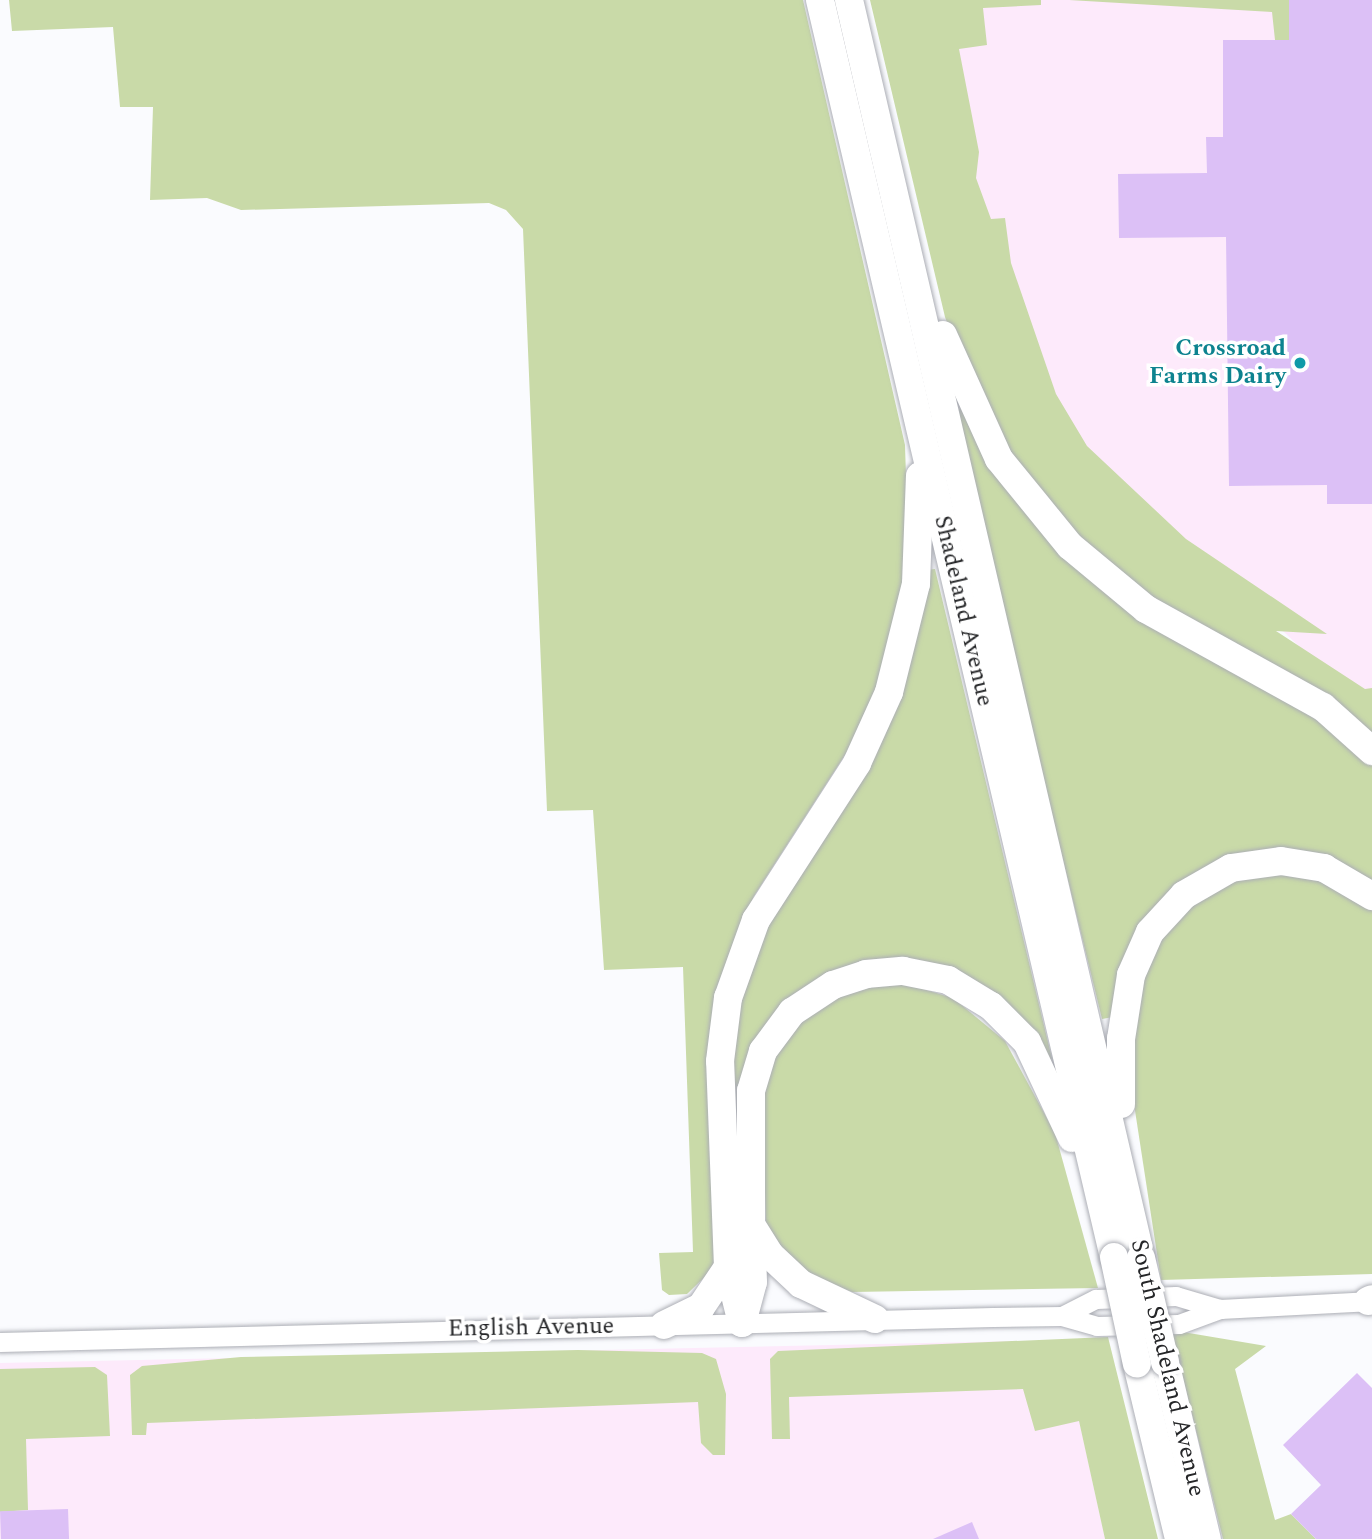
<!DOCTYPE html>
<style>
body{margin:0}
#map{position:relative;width:1372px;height:1539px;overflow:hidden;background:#fafbfe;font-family:Spectral,serif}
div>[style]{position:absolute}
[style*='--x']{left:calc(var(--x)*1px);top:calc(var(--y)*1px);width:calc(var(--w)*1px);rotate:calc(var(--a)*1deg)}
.industrial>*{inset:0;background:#fdeafb}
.green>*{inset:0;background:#c9daa8}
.building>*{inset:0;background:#dcc0f6;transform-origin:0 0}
.roads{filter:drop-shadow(0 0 2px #acaeb5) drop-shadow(0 0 2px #acaeb5)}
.tertiary>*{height:19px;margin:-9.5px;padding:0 9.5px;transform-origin:9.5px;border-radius:9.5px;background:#fff}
.motorway>*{height:28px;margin:-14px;padding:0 14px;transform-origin:14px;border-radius:14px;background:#fff}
.bridges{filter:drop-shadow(0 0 2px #acaeb5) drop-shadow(0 0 2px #acaeb5)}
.motorway-bridge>*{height:28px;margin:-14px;padding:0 14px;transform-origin:14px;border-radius:14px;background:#fff}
.dots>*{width:19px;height:19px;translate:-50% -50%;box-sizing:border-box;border:4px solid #fff;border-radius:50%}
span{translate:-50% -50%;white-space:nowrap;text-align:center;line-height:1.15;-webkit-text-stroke:7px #fff;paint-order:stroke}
.culture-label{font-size:24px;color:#0d838f;font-weight:700}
.right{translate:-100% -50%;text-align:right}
.street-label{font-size:24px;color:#252628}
</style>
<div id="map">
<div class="industrial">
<i style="clip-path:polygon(911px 0,1372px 0,1372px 716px,1284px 632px,1128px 525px,1037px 421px)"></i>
<i style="clip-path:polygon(1021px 1341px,1079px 1420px,1105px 1539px,0 1539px,0 1363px)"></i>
</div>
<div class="green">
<i style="clip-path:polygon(9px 0,803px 0,905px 445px,909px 571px,891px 653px,859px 733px,754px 896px,732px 947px,715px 1267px,687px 1294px,669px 1295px,662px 1290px,659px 1253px,693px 1252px,683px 967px,604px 970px,593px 810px,547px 811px,523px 229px,506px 210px,489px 203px,241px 210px,207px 198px,150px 200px,153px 107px,120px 107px,113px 27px,12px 31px)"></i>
<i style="clip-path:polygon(870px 0,1041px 0,1041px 5px,983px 8px,987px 45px,959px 49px,979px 152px,976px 178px,991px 219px,1005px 218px,1011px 263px,1056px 394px,1087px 446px,1186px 539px,1327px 634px,1276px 631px,1365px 689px,1372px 688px,1372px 737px,1132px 588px,1040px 501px,970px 385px,945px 317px)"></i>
<i style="clip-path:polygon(1069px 0,1289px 0,1289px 40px,1275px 40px,1272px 12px)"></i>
<i style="clip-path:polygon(965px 407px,1030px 515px,1372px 760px,1372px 884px,1336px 863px,1181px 883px,1113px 1017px,1102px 1019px,953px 411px)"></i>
<i style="clip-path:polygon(935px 569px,1052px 1059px,1045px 1060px,957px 974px,799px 994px,736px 1126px,728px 1064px,749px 950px,819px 833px,925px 570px)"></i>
<i style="clip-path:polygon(1285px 874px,1336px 884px,1372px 907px,1372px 1274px,1161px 1280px,1134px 1104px,1135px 1002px,1159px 939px,1199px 897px,1244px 878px)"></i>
<i style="clip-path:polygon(893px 980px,953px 998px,1005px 1041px,1055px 1133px,1098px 1288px,852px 1292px,799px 1272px,766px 1225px,762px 1096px,772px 1056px,818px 1004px)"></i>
<i style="clip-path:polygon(1171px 1330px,1266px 1346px,1235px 1369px,1275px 1520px,1291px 1514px,1316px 1539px,1223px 1539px)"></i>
<i style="clip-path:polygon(1108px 1337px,1158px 1539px,1105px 1539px,1079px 1421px,1035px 1431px,1023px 1389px,789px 1397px,790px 1439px,772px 1439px,770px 1359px,778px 1351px)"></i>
<i style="clip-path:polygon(578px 1350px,702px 1353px,716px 1359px,726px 1394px,725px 1455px,713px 1455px,701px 1443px,698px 1402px,147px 1423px,146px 1435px,132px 1435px,130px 1375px,142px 1366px,241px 1357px)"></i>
<i style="clip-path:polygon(95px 1367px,107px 1375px,110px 1436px,26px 1439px,28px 1510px,0 1512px,0 1369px)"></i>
</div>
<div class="building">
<i style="clip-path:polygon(1289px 0,1372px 0,1372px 504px,1327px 504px,1327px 485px,1229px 486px,1226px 237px,1119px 238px,1118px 174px,1207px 173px,1206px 137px,1223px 137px,1223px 40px,1289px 40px)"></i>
<i style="clip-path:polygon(1357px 1373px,1372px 1388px,1372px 1539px,1316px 1539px,1291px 1514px,1321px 1485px,1283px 1445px)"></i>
<i style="left:68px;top:1509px;width:30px;height:68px;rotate:88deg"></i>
<i style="clip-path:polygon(972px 1522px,979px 1539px,933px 1539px)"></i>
</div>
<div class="roads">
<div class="tertiary">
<i style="--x:1062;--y:1316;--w:38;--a:-27"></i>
<i style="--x:1096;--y:1299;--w:80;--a:-2.1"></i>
<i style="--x:1176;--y:1296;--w:46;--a:16.5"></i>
<i style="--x:0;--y:1342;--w:993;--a:-1.44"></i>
<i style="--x:993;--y:1317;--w:69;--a:-0.8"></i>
<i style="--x:1062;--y:1316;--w:36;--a:16"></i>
<i style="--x:1097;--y:1326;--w:82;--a:-1.4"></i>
<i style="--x:1179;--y:1324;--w:44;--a:-20.1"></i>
<i style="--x:1220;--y:1309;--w:152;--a:-3"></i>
</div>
<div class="motorway">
<i style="--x:820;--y:0;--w:1291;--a:76.84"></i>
<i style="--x:849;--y:0;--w:1291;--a:76.93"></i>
<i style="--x:943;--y:335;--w:136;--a:65.7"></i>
<i style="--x:999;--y:459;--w:112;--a:50.8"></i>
<i style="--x:1070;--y:546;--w:99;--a:39.7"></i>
<i style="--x:1146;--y:609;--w:202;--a:29"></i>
<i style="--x:1323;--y:707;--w:66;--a:41.9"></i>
<i style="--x:1121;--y:1104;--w:65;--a:-90"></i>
<i style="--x:1121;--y:1039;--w:65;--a:-81.1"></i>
<i style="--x:1131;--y:975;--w:47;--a:-66.2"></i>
<i style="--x:1150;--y:932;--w:50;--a:-47.4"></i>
<i style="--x:1184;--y:895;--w:54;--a:-29.9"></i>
<i style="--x:1231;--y:868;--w:50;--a:-8"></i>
<i style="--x:1281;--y:861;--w:44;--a:9.2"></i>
<i style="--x:1324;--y:868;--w:56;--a:30.3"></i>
<i style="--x:1368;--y:1301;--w:4;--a:-27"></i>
<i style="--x:875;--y:1319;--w:82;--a:-154.7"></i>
<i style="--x:801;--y:1284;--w:42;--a:-136.9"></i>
<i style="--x:770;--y:1255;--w:36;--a:-122"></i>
<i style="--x:751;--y:1225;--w:134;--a:-90"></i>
<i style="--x:751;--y:1091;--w:42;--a:-73.3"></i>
<i style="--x:763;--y:1051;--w:49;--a:-53.4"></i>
<i style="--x:792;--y:1012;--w:49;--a:-33.4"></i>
<i style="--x:833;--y:985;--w:35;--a:-18"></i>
<i style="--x:866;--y:974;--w:37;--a:-5"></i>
<i style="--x:903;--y:971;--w:46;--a:11.3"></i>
<i style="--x:948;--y:980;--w:50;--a:31.2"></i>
<i style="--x:991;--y:1006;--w:51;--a:45"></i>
<i style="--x:1027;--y:1042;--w:106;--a:64.9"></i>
<i style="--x:742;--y:1323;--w:58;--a:-104"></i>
<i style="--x:728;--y:1267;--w:206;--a:-92.2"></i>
<i style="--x:720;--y:1061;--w:64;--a:-82.8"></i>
<i style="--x:728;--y:998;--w:83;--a:-70.3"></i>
<i style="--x:756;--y:920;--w:187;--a:-57.2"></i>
<i style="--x:857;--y:763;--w:78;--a:-65.7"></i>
<i style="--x:889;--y:692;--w:111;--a:-76"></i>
<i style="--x:916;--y:584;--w:108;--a:-87.9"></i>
<i style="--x:742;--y:1323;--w:42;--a:-75"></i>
<i style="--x:753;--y:1282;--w:56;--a:-92"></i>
<i style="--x:664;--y:1325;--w:41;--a:-25.9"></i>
<i style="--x:701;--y:1307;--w:48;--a:-56"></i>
<i style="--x:1165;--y:1362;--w:182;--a:76.7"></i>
<i style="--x:1137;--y:1364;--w:180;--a:76.5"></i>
</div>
</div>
<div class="bridges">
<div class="motorway-bridge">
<i style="--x:1114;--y:1257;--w:109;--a:77.9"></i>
<i style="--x:1141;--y:1258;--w:107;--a:77"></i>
</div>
</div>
<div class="dots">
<i style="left:1300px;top:363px;background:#0f9aa8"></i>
</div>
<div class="culture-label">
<span class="right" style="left:1286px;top:363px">Crossroad<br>Farms Dairy</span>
</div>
<div class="street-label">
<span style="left:963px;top:611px;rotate:77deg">Shadeland Avenue</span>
<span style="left:531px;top:1328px;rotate:-1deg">English Avenue</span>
<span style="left:1167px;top:1368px;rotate:77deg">South Shadeland Avenue</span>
</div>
</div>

§ INSTRUCTIONS FOR THE TASK:
Take from the listing above each line that contains the string "position".

§ EXERCISE RESPONSE:
#map{position:relative;width:1372px;height:1539px;overflow:hidden;background:#fafbfe;font-family:Spectral,serif}
div>[style]{position:absolute}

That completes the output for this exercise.